▸ **Source records**:

# # # # #

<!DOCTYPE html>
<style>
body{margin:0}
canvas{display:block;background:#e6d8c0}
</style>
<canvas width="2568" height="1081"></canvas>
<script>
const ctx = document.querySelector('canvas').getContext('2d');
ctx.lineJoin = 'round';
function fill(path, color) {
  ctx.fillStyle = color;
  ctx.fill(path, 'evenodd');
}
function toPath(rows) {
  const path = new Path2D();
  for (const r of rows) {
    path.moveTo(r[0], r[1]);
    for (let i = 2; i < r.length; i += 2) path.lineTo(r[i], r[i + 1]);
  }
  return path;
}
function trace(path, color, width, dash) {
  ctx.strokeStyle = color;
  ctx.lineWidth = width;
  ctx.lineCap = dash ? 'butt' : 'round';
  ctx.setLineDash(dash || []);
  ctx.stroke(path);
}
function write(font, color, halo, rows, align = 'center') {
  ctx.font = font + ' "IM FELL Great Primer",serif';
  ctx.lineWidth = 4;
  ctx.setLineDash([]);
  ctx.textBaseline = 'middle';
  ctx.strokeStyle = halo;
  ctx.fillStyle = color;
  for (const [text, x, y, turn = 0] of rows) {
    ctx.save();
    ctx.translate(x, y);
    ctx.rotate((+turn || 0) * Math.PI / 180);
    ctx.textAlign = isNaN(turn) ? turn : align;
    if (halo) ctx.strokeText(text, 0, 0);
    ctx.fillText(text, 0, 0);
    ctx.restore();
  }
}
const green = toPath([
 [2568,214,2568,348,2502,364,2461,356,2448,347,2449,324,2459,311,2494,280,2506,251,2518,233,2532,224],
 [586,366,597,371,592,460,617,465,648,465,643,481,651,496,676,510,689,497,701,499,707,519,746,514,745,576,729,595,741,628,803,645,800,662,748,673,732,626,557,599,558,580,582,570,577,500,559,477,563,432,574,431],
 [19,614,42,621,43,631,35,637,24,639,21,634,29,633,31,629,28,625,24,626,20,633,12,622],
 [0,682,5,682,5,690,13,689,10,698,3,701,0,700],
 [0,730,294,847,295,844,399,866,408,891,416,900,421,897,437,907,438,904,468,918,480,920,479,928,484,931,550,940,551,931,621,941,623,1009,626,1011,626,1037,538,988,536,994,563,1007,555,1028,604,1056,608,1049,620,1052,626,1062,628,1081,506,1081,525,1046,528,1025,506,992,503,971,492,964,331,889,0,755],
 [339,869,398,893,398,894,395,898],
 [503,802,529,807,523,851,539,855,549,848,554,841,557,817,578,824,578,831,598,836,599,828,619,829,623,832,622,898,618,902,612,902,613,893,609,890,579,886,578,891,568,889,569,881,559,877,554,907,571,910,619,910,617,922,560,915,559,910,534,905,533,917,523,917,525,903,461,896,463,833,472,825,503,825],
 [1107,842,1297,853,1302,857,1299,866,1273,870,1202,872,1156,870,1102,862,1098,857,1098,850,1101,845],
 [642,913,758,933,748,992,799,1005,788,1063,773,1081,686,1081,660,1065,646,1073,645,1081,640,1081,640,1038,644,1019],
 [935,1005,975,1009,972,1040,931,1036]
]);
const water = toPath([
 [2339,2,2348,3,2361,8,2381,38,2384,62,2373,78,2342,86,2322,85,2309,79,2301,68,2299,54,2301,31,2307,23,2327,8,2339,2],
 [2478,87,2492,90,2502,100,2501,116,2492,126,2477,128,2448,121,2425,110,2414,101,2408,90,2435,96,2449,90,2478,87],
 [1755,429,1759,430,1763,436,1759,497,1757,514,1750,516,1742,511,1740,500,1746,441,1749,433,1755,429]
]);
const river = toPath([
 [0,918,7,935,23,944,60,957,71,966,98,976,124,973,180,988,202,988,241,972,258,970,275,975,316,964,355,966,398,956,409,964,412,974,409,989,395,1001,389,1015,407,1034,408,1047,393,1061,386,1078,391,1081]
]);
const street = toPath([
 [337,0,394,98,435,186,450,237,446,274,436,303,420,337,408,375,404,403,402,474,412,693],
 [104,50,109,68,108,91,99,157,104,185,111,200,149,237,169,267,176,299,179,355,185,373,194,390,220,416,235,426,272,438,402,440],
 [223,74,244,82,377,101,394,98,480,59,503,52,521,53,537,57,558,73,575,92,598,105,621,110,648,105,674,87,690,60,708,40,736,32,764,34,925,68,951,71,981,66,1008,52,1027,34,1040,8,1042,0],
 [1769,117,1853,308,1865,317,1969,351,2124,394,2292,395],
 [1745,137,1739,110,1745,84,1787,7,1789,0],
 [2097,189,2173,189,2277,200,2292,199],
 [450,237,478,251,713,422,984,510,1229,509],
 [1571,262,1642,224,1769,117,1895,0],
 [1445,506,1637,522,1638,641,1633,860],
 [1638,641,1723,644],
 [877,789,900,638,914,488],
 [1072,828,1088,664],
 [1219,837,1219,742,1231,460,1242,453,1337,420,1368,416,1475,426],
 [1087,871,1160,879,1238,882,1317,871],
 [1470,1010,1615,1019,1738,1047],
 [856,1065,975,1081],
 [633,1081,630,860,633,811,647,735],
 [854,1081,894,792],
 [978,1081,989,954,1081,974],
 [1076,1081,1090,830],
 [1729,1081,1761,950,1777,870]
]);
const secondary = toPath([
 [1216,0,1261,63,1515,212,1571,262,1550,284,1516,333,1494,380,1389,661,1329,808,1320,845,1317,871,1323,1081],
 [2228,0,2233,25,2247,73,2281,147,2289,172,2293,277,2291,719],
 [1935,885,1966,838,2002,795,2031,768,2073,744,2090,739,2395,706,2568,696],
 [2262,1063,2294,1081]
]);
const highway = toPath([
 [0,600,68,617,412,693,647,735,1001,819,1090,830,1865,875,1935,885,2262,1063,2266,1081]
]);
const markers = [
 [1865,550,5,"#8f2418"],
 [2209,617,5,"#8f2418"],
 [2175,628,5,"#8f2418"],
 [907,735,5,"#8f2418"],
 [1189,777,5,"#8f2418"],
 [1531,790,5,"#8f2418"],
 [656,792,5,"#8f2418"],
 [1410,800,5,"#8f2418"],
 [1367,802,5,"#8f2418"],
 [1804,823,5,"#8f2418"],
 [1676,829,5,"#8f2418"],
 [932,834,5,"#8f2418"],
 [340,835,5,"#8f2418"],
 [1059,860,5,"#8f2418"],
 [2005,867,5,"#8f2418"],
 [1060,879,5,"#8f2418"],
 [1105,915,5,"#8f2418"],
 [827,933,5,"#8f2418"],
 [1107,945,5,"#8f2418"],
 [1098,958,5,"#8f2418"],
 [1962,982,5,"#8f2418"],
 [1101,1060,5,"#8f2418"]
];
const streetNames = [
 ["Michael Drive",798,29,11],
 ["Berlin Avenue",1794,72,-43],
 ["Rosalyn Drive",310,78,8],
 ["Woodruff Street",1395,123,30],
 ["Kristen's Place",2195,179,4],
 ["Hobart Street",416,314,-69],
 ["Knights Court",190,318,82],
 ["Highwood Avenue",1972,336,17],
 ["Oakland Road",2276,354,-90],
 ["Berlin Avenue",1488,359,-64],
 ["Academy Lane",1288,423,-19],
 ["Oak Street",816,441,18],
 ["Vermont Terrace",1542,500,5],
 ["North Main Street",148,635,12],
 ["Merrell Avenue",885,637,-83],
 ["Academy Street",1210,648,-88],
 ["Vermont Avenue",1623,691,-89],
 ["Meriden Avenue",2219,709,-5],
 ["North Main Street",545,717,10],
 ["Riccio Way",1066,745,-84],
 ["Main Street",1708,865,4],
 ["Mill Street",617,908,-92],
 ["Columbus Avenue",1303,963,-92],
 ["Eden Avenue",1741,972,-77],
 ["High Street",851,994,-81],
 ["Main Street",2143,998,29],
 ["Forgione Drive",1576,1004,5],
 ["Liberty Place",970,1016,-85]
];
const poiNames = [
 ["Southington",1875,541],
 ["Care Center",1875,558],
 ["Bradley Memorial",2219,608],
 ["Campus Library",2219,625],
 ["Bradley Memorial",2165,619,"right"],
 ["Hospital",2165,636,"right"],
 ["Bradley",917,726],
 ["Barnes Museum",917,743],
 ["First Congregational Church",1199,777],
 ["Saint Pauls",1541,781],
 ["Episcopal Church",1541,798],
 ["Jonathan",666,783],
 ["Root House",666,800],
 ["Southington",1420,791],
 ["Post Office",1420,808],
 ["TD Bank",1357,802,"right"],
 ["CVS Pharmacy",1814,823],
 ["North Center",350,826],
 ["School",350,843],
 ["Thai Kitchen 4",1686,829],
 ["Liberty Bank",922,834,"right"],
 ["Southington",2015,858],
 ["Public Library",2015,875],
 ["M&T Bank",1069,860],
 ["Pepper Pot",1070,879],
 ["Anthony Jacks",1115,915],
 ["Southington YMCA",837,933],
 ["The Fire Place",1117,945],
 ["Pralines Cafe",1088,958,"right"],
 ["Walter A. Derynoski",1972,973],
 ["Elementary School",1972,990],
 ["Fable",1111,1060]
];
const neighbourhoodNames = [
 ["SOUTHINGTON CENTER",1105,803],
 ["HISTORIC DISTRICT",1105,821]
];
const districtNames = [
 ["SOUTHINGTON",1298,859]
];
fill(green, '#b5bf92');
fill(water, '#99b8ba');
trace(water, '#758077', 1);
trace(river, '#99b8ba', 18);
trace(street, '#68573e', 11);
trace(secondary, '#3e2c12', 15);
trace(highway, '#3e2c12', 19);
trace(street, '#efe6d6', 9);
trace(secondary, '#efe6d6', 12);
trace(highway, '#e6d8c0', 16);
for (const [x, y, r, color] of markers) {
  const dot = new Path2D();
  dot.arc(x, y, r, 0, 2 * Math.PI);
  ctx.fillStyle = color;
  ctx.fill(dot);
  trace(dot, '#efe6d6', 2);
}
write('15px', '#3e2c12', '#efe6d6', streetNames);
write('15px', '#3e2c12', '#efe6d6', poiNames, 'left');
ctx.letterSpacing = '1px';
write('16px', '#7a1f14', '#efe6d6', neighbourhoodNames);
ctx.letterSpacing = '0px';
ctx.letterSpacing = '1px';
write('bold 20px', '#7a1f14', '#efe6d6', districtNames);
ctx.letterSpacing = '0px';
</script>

# # # # #

▸ **Required work**: From the data, collect all lines where the string "Place" appears.

▸ **Answer for the task**:
 ["Kristen's Place",2195,179,4],
 ["Liberty Place",970,1016,-85]
 ["The Fire Place",1117,945],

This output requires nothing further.